Exercise —
In the listing below, find each line that holds the string "data" and copy it.

(Source records Opens)

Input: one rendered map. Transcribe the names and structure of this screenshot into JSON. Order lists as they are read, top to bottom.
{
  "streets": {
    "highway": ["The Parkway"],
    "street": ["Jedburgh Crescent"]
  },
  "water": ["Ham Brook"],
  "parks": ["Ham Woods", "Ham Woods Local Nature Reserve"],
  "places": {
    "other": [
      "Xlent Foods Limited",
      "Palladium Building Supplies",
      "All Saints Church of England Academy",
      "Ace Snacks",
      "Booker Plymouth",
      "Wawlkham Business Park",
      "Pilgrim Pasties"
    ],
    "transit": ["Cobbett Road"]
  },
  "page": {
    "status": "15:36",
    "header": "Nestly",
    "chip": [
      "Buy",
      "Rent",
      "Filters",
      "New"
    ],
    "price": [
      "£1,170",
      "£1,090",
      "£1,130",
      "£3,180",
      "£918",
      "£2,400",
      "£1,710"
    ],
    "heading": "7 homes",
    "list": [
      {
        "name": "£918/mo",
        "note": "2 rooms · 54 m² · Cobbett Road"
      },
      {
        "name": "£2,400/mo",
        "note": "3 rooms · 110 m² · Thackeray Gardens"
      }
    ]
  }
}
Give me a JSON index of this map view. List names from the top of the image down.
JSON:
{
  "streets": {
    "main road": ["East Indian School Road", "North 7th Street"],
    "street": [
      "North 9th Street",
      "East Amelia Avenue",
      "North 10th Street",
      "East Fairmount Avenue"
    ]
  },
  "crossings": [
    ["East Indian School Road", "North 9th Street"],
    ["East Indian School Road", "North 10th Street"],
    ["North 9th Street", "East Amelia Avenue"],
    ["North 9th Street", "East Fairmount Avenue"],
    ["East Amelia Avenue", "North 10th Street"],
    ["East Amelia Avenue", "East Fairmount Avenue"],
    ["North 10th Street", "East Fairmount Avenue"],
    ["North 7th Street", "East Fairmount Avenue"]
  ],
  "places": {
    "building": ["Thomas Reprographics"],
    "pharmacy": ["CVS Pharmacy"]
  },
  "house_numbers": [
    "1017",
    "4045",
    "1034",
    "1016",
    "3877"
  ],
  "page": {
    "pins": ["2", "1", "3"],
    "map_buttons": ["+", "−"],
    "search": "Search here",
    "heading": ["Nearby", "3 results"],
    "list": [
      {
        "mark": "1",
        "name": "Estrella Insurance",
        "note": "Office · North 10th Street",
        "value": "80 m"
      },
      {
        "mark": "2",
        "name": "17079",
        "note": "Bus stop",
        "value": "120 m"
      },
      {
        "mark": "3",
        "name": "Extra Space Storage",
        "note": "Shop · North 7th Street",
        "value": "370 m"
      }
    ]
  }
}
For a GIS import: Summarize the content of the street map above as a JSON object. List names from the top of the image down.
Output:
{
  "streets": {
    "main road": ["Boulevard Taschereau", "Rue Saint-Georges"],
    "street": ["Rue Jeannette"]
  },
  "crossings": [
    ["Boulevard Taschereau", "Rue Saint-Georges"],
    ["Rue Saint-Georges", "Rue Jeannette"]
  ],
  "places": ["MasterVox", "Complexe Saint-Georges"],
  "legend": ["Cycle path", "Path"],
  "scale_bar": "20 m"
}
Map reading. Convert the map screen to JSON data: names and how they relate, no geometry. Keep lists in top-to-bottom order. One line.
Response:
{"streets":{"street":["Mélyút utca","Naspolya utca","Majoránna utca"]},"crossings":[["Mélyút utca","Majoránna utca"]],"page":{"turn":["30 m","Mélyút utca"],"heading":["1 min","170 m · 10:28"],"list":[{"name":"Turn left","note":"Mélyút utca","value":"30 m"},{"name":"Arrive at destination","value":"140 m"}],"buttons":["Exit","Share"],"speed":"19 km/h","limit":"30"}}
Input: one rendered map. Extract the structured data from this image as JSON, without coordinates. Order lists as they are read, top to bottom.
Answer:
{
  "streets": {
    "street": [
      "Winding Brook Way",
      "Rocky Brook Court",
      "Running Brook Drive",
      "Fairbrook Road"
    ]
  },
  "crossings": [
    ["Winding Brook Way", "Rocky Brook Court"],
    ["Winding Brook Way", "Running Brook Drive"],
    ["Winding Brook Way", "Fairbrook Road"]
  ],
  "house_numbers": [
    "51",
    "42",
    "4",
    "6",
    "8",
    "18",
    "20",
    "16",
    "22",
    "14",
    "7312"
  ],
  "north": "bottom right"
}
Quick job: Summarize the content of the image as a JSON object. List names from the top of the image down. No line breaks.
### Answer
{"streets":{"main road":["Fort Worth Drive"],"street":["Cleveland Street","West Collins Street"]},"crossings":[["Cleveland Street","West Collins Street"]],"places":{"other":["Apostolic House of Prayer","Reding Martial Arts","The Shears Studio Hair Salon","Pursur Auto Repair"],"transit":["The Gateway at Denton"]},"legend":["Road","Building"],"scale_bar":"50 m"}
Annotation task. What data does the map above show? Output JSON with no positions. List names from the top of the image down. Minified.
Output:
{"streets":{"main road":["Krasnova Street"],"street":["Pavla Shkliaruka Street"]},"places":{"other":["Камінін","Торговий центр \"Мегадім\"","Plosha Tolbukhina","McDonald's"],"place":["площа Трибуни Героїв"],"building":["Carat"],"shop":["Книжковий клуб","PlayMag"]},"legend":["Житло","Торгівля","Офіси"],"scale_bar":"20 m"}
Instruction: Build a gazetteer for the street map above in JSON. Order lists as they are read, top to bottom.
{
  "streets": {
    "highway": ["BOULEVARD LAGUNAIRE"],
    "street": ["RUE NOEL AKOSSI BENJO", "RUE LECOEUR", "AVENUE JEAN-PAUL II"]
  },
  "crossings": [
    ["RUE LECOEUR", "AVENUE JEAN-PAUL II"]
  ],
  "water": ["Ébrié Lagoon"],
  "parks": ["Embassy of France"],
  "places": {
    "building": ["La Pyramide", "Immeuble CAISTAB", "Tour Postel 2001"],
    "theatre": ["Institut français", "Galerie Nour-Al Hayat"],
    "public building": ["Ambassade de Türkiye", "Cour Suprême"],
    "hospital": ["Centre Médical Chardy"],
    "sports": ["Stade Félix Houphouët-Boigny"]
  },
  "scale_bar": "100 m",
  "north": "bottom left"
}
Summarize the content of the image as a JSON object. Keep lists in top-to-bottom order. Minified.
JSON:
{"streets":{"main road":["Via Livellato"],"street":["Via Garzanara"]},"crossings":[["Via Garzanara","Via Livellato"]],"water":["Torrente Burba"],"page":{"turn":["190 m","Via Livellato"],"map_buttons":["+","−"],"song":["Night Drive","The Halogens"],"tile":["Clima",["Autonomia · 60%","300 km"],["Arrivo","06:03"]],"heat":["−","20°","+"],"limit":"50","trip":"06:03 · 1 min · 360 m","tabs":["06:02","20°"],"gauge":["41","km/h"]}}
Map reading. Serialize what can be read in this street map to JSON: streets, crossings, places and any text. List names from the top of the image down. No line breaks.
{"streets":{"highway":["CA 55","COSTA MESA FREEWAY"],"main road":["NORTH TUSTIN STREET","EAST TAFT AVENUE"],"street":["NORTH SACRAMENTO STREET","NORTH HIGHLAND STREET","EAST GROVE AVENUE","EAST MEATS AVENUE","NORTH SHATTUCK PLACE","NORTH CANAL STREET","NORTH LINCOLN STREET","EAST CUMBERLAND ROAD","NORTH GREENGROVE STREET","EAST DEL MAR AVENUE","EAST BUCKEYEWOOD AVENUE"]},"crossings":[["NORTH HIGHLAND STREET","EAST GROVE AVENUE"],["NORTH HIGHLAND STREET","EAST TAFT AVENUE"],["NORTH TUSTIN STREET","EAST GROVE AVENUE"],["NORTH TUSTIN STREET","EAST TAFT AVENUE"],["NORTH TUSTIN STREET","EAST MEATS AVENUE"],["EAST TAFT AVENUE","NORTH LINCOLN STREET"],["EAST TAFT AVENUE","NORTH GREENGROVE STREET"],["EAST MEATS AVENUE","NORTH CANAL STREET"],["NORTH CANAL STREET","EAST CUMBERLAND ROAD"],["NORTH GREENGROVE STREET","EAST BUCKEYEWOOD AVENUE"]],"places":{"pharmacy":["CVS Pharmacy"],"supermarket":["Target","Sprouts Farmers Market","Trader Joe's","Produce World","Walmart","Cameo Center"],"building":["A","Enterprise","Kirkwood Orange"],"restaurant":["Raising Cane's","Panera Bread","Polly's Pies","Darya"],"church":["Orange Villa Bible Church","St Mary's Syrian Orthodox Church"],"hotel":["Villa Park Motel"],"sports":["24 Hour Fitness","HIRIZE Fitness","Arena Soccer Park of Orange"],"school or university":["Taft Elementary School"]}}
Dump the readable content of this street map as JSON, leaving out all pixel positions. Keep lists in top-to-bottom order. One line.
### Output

(Source records Closes)

Answer section —
Map reading. Convert the map screen to JSON data: names and how they relate, no geometry. Keep lists in top-to-bottom order. One line.
Input: one rendered map. Extract the structured data from this image as JSON, without coordinates. Order lists as they are read, top to bottom.
Annotation task. What data does the map above show? Output JSON with no positions. List names from the top of the image down. Minified.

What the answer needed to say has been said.